I often find myself wondering how I would describe the feeling of taking care of someone who once took care of you. It is an odd but not rare feeling, completing tasks for someone, tasks that were once completed for you. People often describe it as tiresome, annoying, painful…all these awful words used to describe this situation, these days, these moments, moments that come for almost every person. Sometimes I agree, its painful, nothing but pain from how much you wish it wasn’t real or happening; tiresome because you are tired of begging for an answer or a solution or begging for it all to be a nightmare. Sometimes though? sometimes i wish the feeling would last forever, i wish it could stay like this for the rest of my life.
I guess when you find out someone you love is going to die you start appreciating every day you have left. To me this reality feels like a thermometer bubbling up up up its tube until reaching the bulb, and then exploding until there’s nothing left inside. I think that describes how I feel this grief, slowly, usually more and more each day, sometimes settling or dropping for a moment until it continues moving forward and becoming bigger. In other ways it feels like an infection, like the thoughts and feelings about what is happening spread into every part of my life, slowly hurting more and more and taking some of me each day until it inevitably becomes too much. I think the thermometer is more accurate.

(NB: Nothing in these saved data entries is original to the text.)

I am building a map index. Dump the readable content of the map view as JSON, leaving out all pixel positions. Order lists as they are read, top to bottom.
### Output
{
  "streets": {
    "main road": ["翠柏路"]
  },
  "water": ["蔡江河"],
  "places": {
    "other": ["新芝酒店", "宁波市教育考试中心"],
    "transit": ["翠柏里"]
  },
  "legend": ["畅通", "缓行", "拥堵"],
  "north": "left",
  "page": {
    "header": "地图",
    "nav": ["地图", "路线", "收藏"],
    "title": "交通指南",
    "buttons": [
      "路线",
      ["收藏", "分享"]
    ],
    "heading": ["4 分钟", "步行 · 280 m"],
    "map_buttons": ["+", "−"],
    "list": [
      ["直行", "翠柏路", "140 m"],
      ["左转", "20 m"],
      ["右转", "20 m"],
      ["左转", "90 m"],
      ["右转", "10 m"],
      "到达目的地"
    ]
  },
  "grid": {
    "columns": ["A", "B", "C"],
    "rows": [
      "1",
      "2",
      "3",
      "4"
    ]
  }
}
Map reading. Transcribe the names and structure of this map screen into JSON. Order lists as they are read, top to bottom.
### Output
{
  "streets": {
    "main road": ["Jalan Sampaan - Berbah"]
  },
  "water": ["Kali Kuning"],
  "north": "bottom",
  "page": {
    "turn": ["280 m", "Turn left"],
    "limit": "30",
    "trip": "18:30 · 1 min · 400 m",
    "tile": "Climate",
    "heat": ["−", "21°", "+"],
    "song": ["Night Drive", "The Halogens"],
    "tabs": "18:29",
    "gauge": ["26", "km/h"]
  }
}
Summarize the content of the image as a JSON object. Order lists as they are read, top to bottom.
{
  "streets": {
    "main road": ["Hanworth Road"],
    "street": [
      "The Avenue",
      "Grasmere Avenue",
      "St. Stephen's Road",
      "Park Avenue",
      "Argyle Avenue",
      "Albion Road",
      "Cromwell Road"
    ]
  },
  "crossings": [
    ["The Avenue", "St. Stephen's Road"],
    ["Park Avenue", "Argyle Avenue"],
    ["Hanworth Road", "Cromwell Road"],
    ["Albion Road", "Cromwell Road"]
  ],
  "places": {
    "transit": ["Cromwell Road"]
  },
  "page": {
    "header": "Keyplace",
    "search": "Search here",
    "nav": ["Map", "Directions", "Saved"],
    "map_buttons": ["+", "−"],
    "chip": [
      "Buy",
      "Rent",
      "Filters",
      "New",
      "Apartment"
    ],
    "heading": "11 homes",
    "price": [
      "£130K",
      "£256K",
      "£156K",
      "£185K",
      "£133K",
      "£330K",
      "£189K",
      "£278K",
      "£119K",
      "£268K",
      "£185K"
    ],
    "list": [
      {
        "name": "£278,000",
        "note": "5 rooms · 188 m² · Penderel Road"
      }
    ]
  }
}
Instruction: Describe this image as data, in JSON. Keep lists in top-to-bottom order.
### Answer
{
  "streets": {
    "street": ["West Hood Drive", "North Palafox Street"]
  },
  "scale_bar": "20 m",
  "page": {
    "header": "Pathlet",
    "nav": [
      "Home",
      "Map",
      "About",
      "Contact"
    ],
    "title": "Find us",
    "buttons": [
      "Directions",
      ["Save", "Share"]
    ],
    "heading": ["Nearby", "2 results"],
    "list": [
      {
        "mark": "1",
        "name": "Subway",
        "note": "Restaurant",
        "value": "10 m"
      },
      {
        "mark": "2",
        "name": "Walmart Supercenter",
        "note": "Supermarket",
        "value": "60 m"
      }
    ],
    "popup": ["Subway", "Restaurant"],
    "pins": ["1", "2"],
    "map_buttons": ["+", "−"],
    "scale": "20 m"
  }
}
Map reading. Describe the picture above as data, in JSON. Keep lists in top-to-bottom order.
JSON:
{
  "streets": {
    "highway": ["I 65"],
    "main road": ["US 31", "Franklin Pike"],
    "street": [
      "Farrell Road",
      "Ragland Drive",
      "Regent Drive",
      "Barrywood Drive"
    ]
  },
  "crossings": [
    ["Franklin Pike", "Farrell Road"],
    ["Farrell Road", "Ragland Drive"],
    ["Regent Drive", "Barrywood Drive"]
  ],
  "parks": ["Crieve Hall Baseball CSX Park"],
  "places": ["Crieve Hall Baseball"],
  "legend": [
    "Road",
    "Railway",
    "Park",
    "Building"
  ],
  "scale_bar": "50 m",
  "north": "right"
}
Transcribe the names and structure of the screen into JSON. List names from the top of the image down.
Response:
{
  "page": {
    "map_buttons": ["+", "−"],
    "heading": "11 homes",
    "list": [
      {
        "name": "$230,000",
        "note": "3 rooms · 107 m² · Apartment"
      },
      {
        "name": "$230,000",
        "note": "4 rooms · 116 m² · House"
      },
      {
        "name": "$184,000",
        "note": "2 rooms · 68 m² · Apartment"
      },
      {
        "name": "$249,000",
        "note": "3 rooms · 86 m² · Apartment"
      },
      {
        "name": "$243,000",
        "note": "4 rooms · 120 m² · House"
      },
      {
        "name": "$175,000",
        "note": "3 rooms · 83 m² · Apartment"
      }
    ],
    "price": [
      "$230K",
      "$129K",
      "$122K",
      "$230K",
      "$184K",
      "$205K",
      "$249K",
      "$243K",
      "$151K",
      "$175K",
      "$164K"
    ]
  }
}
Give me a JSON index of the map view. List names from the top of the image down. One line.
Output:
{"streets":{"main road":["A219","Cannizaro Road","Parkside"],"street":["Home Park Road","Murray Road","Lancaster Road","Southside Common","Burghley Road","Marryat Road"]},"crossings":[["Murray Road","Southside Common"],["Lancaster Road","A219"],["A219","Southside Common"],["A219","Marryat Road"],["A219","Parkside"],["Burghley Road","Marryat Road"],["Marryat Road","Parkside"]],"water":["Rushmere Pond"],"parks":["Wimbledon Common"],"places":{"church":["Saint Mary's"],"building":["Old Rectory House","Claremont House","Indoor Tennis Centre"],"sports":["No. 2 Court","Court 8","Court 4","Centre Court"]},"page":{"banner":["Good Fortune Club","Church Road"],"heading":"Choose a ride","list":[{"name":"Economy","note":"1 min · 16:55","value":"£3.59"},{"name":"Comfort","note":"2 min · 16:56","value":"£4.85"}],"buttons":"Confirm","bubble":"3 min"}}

A few weeks ago my grandfather asked me to trim his nails for him because he couldn’t see or focus on them long enough to do them himself. Cutting nails. I do this weekly, easily, so easy I don’t even realize what i’m doing. He needed help doing a basic hygiene task. That’s when I felt it first. The burning in my throat, the love punching at my heart, and the sadness, the overwhelming sadness. I trimmed his nails with shaky sweaty hands, being ever so careful not to cut him or hurt him. I felt like he was fragile, like this moment is fragile, like I have to hold on gently but not let go. That’s how I think I would describe this.
Today, weeks later, I still think about that exact moment. I think it is a memory I need to hold onto, a memory that will help me through this. A reminder of my strength, to be gentle but firm in the face of something so bad and terrible and horrifying; and a reminder of my grandfather, always kind and brave, fighting his final battle before resting in tranquility. That is how I would describe this feeling.